EXCERPTED RECORDS
____
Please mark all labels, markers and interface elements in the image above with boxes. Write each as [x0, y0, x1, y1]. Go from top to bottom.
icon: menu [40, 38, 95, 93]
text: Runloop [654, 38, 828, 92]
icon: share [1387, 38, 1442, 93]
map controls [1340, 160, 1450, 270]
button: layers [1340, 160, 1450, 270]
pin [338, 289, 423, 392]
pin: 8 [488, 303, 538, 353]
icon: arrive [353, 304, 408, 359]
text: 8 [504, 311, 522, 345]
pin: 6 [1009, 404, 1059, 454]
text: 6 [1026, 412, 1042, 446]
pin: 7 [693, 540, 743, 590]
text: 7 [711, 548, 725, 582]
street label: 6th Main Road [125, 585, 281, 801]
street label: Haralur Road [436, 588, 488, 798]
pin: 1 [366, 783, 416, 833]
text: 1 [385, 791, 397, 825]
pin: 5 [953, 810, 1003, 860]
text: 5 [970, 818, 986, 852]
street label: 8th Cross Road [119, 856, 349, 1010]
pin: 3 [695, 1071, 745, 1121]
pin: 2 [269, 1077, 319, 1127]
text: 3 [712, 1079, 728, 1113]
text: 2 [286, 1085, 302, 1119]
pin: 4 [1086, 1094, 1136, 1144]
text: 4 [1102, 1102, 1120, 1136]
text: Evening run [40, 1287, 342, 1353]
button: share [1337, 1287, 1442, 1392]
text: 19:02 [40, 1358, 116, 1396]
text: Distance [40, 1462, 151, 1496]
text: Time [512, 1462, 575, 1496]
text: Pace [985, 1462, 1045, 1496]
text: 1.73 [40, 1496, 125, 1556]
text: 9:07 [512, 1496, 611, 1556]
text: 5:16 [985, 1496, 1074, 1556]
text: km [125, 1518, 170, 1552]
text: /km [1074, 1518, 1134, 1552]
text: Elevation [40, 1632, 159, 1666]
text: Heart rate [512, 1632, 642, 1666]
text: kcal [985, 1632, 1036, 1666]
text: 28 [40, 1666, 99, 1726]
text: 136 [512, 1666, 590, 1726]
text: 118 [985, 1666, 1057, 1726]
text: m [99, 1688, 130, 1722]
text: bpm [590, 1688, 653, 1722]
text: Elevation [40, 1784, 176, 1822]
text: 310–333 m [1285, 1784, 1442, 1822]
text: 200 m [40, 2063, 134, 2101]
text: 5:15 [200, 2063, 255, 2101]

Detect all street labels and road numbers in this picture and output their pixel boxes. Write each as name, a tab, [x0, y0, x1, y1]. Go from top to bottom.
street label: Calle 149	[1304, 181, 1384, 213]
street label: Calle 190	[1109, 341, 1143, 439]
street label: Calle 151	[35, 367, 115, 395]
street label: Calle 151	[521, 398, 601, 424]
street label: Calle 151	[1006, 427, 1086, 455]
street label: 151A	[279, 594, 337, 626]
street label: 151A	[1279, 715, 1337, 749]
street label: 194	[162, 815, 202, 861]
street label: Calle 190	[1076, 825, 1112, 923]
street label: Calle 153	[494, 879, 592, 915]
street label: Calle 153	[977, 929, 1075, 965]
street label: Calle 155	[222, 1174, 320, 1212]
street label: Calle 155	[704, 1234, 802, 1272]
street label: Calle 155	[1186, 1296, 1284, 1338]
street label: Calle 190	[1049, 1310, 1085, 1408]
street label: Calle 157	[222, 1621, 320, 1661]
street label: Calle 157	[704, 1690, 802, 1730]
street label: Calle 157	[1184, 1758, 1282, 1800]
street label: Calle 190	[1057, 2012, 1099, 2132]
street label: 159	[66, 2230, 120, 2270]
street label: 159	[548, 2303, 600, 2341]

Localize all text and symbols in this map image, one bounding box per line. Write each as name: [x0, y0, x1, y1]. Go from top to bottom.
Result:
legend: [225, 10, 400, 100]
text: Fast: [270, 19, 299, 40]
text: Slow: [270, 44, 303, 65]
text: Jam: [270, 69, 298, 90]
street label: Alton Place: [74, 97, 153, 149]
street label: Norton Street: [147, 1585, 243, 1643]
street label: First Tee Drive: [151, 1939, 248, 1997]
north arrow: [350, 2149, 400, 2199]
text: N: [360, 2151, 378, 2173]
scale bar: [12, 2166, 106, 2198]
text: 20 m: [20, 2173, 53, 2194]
____
DESCRIPTION OF THE TASK
Where the material contains a line with "name", return that line.

ANSWER TO THE EXERCISE
Detect all street labels and road numbers in this picture and output their pixel boxes. Write each as name, a tab, [x0, y0, x1, y1]. Go from top to bottom.
Localize all text and symbols in this map image, one bounding box per line. Write each as name: [x0, y0, x1, y1]. Go from top to bottom.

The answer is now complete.